*** DATA PROVIDED Section Begins ***

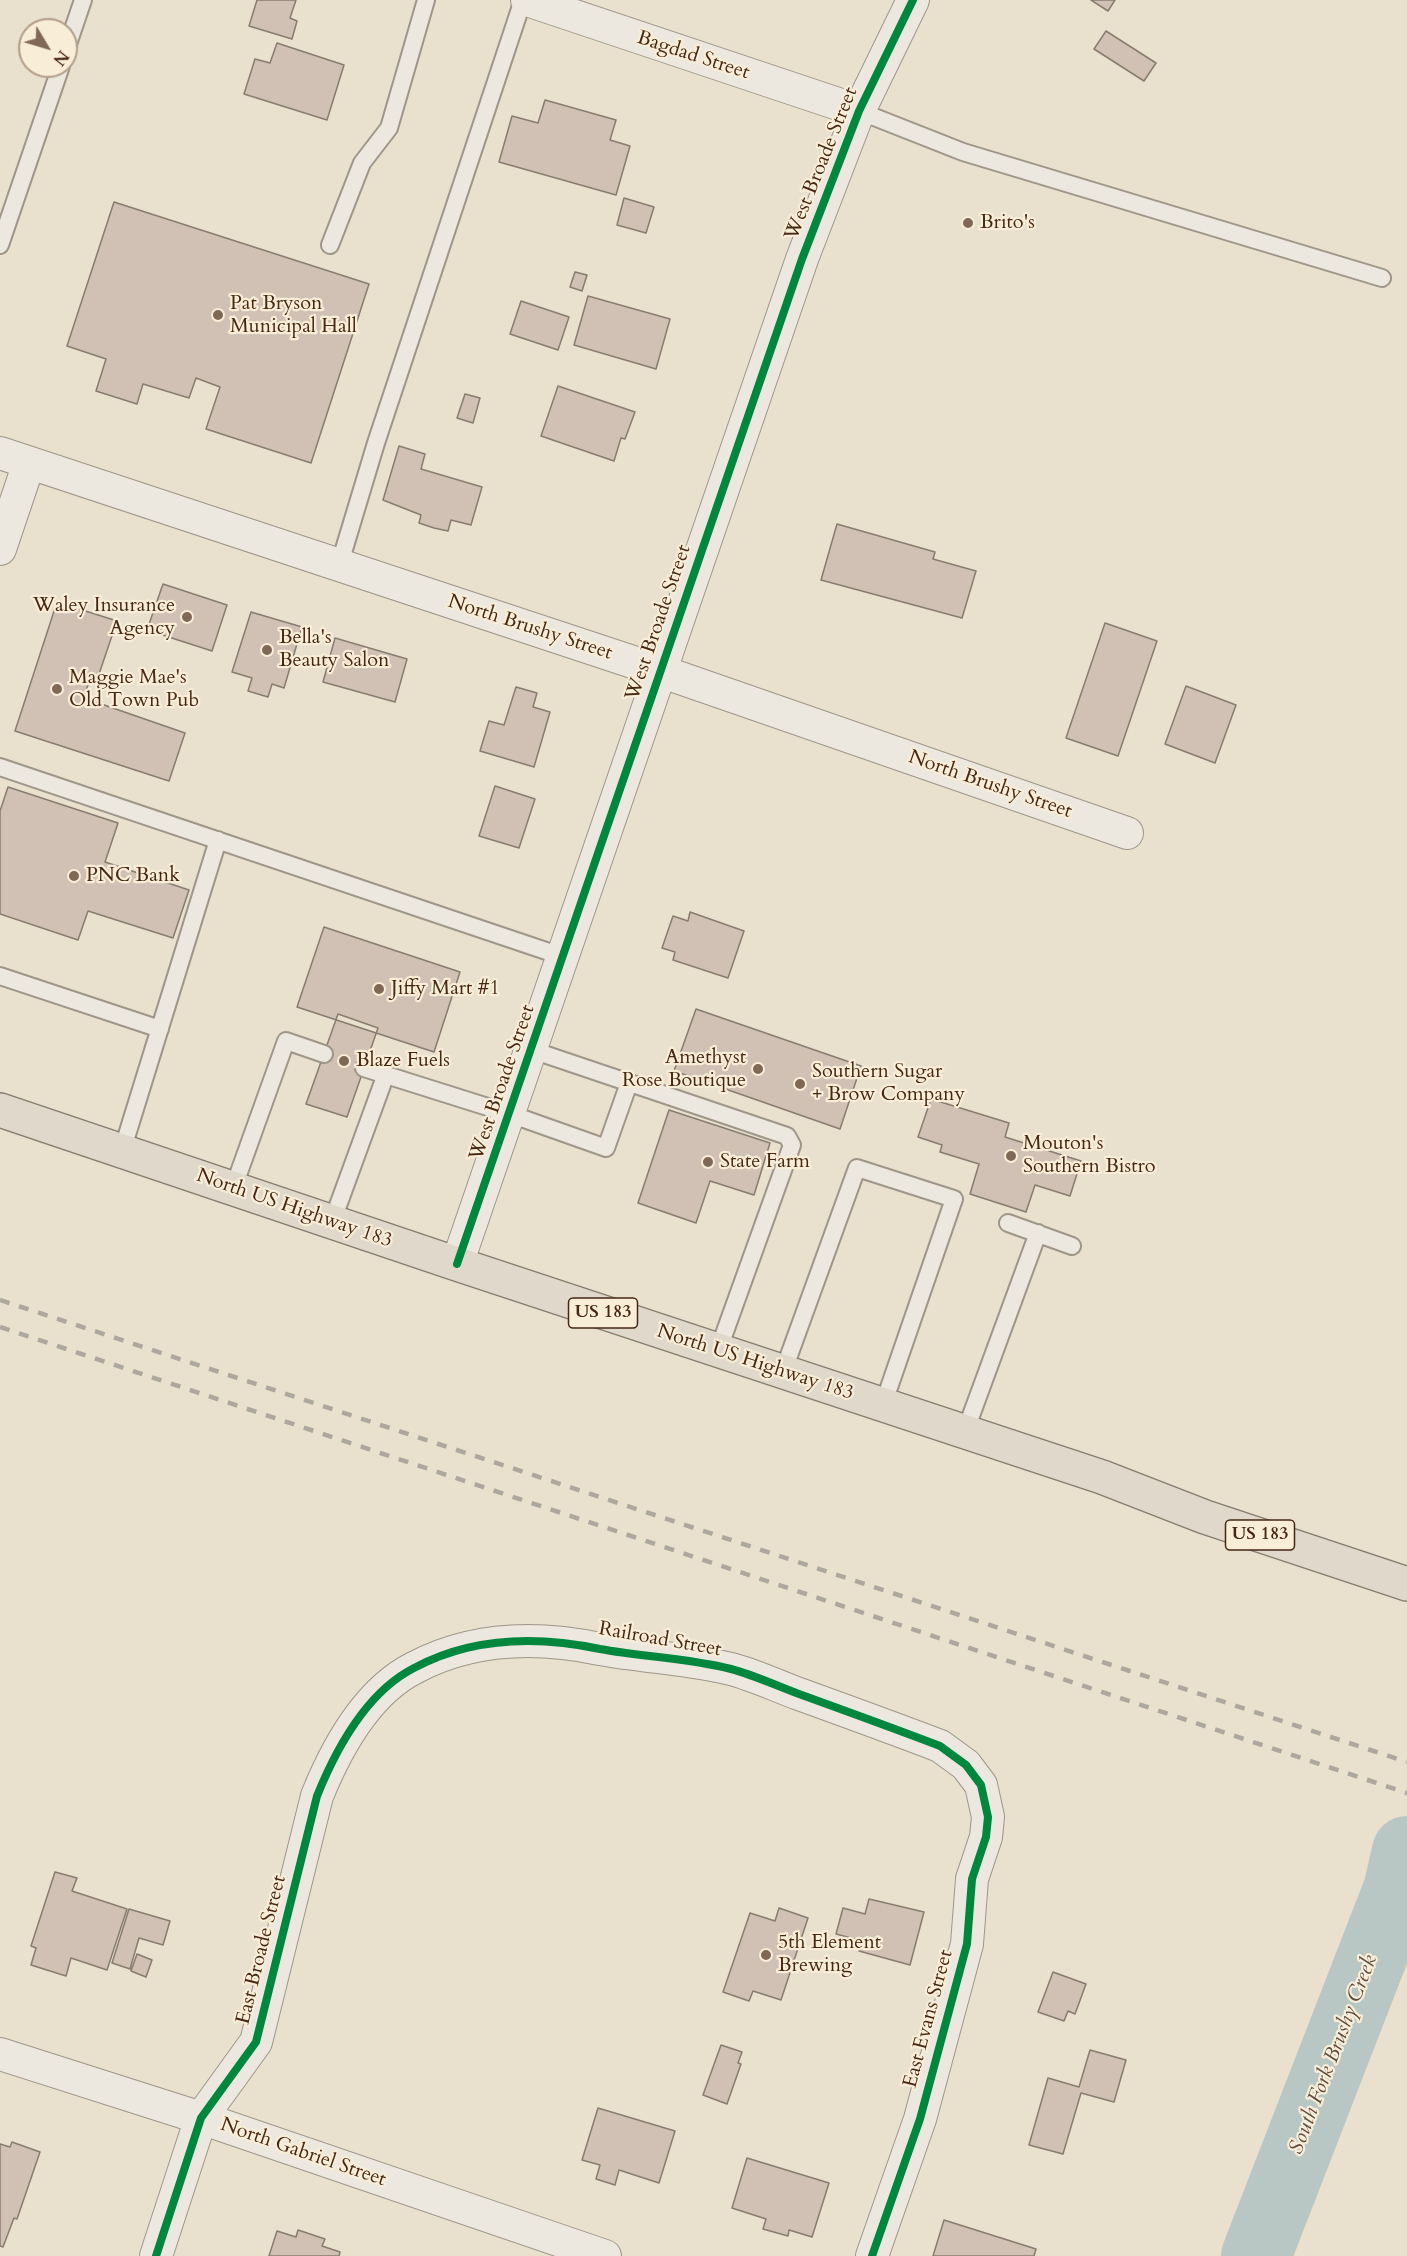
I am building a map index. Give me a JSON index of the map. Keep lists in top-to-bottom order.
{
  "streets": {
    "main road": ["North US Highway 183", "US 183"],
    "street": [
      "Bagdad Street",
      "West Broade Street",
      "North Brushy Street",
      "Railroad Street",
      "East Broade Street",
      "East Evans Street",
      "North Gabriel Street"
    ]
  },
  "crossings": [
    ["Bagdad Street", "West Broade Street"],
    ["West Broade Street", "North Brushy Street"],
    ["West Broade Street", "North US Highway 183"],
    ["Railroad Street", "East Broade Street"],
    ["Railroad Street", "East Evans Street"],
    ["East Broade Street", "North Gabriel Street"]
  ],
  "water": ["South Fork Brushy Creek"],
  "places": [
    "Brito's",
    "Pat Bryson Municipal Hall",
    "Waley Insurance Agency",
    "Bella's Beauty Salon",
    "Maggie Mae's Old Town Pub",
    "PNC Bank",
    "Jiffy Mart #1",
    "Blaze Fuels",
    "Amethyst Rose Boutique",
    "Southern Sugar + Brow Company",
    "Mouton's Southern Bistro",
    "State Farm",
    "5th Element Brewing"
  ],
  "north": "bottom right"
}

*** DATA PROVIDED Section Ends ***

#### [INSTRUCTIONS TO FOLLOW]
Copy each line above holding "Railroad".

#### [RESPONSE TO THE TASK]
      "Railroad Street",
    ["Railroad Street", "East Broade Street"],
    ["Railroad Street", "East Evans Street"],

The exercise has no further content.